Dear Fellow CWA Member at Verizon,
I am writing to explain to you why I think it is critical for you to vote to ratify our recently negotiated contract with Verizon that has been recommended by your elected Bargaining Committee. I wish I could have the opportunity to talk to each of you personally, but with nearly 18,000 District One Verizon members spread out from Massachusetts to New Jersey, that obviously isn’t possible.
There’s a lot of heated rhetoric flying back and forth now about the contract. Some members and a handful of local leaders are calling this contract a “sellout” and urging that we go on strike. I respectfully disagree with them, in large part because I don’t think they can really answer this fundamental question: “What happens after we turn the contract down?”
So I hope that before you cast your vote, you will read this letter carefully and seriously consider what I have to say.
First of all, let me be clear: in the 44 years that I have been in CWA, these were by far the most difficult contract negotiations we have ever faced. There are many reasons for this and we all should be aware of them: the enormous decline in private sector union membership over the last two decades, to under 7% today; the loss of half of our own membership at Verizon in the last 10 years; the fact that virtually all workers, in both the public and private sectors, now contribute substantially to the cost of their health care premiums—on average 28% of the cost for family coverage.
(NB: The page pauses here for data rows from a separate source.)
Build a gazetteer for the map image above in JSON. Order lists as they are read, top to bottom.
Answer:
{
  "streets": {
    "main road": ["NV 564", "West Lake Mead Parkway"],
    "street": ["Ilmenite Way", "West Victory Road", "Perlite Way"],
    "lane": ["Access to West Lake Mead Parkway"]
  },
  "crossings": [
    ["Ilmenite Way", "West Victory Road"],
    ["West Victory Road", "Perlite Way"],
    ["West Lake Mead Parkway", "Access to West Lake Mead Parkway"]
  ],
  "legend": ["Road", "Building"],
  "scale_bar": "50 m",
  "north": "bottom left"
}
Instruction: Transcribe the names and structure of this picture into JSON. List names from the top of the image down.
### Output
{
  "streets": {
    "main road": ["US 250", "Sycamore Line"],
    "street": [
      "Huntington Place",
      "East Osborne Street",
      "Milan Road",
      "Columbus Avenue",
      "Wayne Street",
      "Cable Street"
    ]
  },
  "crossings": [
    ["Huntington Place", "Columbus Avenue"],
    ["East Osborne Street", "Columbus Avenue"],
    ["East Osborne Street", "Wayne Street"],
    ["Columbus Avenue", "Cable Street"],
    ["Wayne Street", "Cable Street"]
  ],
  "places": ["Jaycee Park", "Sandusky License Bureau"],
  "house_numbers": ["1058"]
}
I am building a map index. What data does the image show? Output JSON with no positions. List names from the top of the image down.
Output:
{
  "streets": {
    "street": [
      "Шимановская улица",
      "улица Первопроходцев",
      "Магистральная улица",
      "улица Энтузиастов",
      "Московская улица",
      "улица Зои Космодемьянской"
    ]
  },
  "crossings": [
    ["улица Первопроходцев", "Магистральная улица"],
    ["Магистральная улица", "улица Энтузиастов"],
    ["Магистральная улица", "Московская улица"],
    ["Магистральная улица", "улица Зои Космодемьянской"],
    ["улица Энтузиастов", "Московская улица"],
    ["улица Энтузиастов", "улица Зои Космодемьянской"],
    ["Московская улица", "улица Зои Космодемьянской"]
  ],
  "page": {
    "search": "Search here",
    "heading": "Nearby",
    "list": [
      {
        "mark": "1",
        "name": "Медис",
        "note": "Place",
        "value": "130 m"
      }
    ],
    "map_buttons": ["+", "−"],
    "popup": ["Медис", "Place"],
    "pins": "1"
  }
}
On top of that, our industry has changed dramatically. Verizon CEO Lowell McAdam is blunt: “The vision that I have is we are going into the copper plant areas and every place we have FiOS, we are going to kill the copper… And then in other areas that are more rural and more sparsely populated, we have got LTE built that will handle all of those services and so we are going to cut the copper off there. We are going to do it over wireless.”
In other words, the company is abandoning the network that provides work for most of our members. As leaders, in considering the union’s course of action, the Bargaining Committee had to weigh all these factors. It is easy to just say “no.” It is easy to scream “sellout.” It is easy to walk out the door. It’s getting back in that is hard.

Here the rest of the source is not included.